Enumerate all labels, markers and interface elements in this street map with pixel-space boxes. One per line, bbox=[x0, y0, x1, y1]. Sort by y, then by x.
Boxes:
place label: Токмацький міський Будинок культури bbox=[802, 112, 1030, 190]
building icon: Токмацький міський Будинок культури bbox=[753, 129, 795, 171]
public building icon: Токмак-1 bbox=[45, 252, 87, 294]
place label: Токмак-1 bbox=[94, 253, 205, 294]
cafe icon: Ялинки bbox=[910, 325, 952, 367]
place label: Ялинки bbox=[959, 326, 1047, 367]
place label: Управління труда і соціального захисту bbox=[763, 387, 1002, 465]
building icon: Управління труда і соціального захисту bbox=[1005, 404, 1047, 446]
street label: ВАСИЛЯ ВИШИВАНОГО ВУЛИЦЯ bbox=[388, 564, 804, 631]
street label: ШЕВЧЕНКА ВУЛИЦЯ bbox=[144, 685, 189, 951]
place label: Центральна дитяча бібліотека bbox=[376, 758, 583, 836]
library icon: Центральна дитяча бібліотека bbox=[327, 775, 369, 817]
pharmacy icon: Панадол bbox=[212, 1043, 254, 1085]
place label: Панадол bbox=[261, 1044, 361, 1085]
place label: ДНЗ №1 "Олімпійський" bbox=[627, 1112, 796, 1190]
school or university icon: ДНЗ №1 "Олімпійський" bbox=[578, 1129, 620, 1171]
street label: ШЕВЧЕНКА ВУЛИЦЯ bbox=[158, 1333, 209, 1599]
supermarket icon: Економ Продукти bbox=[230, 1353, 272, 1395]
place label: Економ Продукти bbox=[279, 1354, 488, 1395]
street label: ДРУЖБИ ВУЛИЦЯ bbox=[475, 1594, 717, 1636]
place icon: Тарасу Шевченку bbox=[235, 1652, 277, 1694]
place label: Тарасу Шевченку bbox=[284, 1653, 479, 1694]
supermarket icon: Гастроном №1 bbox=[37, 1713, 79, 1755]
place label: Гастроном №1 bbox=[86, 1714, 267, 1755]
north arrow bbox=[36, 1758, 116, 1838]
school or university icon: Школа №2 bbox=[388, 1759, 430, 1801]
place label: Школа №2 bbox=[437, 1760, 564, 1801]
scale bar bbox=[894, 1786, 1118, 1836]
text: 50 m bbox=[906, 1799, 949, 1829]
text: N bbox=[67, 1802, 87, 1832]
┄┄┄┄┄┄┄┄┄┄┄┄┄┄┄┄┄┄┄┄
__Goal of the exercise__
Nothing in the records should change when you repeat them all.

__Problem solution__
Enumerate all labels, markers and interface elements in this street map with pixel-space boxes. One per line, bbox=[x0, y0, x1, y1]. Sort by y, then by x.
Boxes:
place label: Токмацький міський Будинок культури bbox=[802, 112, 1030, 190]
building icon: Токмацький міський Будинок культури bbox=[753, 129, 795, 171]
public building icon: Токмак-1 bbox=[45, 252, 87, 294]
place label: Токмак-1 bbox=[94, 253, 205, 294]
cafe icon: Ялинки bbox=[910, 325, 952, 367]
place label: Ялинки bbox=[959, 326, 1047, 367]
place label: Управління труда і соціального захисту bbox=[763, 387, 1002, 465]
building icon: Управління труда і соціального захисту bbox=[1005, 404, 1047, 446]
street label: ВАСИЛЯ ВИШИВАНОГО ВУЛИЦЯ bbox=[388, 564, 804, 631]
street label: ШЕВЧЕНКА ВУЛИЦЯ bbox=[144, 685, 189, 951]
place label: Центральна дитяча бібліотека bbox=[376, 758, 583, 836]
library icon: Центральна дитяча бібліотека bbox=[327, 775, 369, 817]
pharmacy icon: Панадол bbox=[212, 1043, 254, 1085]
place label: Панадол bbox=[261, 1044, 361, 1085]
place label: ДНЗ №1 "Олімпійський" bbox=[627, 1112, 796, 1190]
school or university icon: ДНЗ №1 "Олімпійський" bbox=[578, 1129, 620, 1171]
street label: ШЕВЧЕНКА ВУЛИЦЯ bbox=[158, 1333, 209, 1599]
supermarket icon: Економ Продукти bbox=[230, 1353, 272, 1395]
place label: Економ Продукти bbox=[279, 1354, 488, 1395]
street label: ДРУЖБИ ВУЛИЦЯ bbox=[475, 1594, 717, 1636]
place icon: Тарасу Шевченку bbox=[235, 1652, 277, 1694]
place label: Тарасу Шевченку bbox=[284, 1653, 479, 1694]
supermarket icon: Гастроном №1 bbox=[37, 1713, 79, 1755]
place label: Гастроном №1 bbox=[86, 1714, 267, 1755]
north arrow bbox=[36, 1758, 116, 1838]
school or university icon: Школа №2 bbox=[388, 1759, 430, 1801]
place label: Школа №2 bbox=[437, 1760, 564, 1801]
scale bar bbox=[894, 1786, 1118, 1836]
text: 50 m bbox=[906, 1799, 949, 1829]
text: N bbox=[67, 1802, 87, 1832]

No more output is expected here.